Poco antes de llegar al centro urbano de Maku —en el extremo noroeste de Irán—, entre la carretera de acceso, las montañas y los jardines de nogales, cerezos y albaricoques a lo largo del río Zangmar, aparece la Gray Villa. Es este un lugar privilegiado que al norte mira a las escarpadas cumbres de la región y al sur, a la planicie que se extiende como una alfombra.
“La historia de esta villa se inició con su localización”, explican desde White Cube Atelier —el estudio formado por Reza Asadzadeh y Shabnam Khalilpour, ambos originarios de la propia Maku— que recibieron el encargo de “crear un edificio distintivo como un monumento a la entrada de la ciudad”.

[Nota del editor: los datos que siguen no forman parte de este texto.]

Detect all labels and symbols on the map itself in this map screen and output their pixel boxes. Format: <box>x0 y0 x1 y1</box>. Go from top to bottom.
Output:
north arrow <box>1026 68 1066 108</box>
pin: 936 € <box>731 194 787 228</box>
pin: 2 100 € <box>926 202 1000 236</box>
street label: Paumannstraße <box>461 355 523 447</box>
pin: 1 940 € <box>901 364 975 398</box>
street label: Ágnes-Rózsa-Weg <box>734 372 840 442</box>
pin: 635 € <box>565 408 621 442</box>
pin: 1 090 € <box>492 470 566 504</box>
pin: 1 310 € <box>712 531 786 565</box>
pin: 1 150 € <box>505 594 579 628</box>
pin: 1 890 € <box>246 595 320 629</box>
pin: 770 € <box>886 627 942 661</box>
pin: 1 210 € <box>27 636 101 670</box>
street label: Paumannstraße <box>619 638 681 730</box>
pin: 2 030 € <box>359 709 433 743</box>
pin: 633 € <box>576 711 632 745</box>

En la búsqueda de una relación próxima con su entorno natural, la piedra basáltica —material vernáculo— fue la elegida para vestir esta residencia de color gris. Para ejercer la mínima influencia posible sobre el jardín existente, la vivienda se asienta en una base de 4×5 metros en su planta baja semisoterrada. Sobre esta, los siguientes niveles —al primero se accede desde el exterior mediante dos escaleras metálicas ligeras— amplían su área mediante voladizos de 2 metros en todas las direcciones, generando espacios aterrazados, acogiendo las áreas húmedas o sosteniendo la escalera interior que conecta las dos estancias principales. En cubierta, la azotea funciona como una gran superficie de observación panorámica.
Pero si algo llama la atención de la Gray Villa es su dimensión escultural. En su proceso de diseño, White Cube Atelier habla de las acciones de “adición y extracción de volúmenes para monumentalizar la forma”. Ya en 1992, Françoise Choay advertía en Alegoría del patrimonio de la disolución del concepto de monumento y de cómo “la palabra misma adquiría otros significados”. Seguramente, resultaría más ajustado acercar este proyecto al quinto de los elementos que Kevin Lynch utiliza para clasificar La imagen de la ciudad —publicado por primera vez en 1960—: el landmark, extrañamente traducido como mojón en su versión castellana.
O, yendo un paso más allá —obviando la enorme distancia que los separa—, podría quizás recordar a aquel pasaje del Delirious New York de Rem Koolhaas sobre la aguja y el globo, representantes de “los dos extremos del vocabulario formal de Manhattan”. La primera como “la construcción más delgada y menos voluminosa con la que se puede marcar un lugar” que “combina el máximo impacto físico con un insignificante consumo de suelo”; el segundo, “la forma que encierra el máximo volumen interior con la menor superficie exterior”.
Cierto es que aquí, en Maku, la comparación con esos “afortunados híbridos” —como describía Koolhaas a esas arquitecturas del manhattanismo— puede resultar gratuita. Al fin y al cabo, podría decirse que la Gray Villa utiliza la aguja —en la forma de gran prisma triangular en su fachada— como punto de referencia visible en el paisaje. Muy injustificado resultaría, sin embargo, leer en este edificio el globo en su “capacidad promiscua para absorber objetos, personas, iconografías y simbolismos y ponerlos en relación por el mero hecho de hacerlos coexistir en su interior”.
No obstante, ninguna ocasión es mala para recordar el imprescindible Manifiesto retroactivo del genial y siempre polémico arquitecto holandés, uno de los más importantes intelectuales de nuestro tiempo.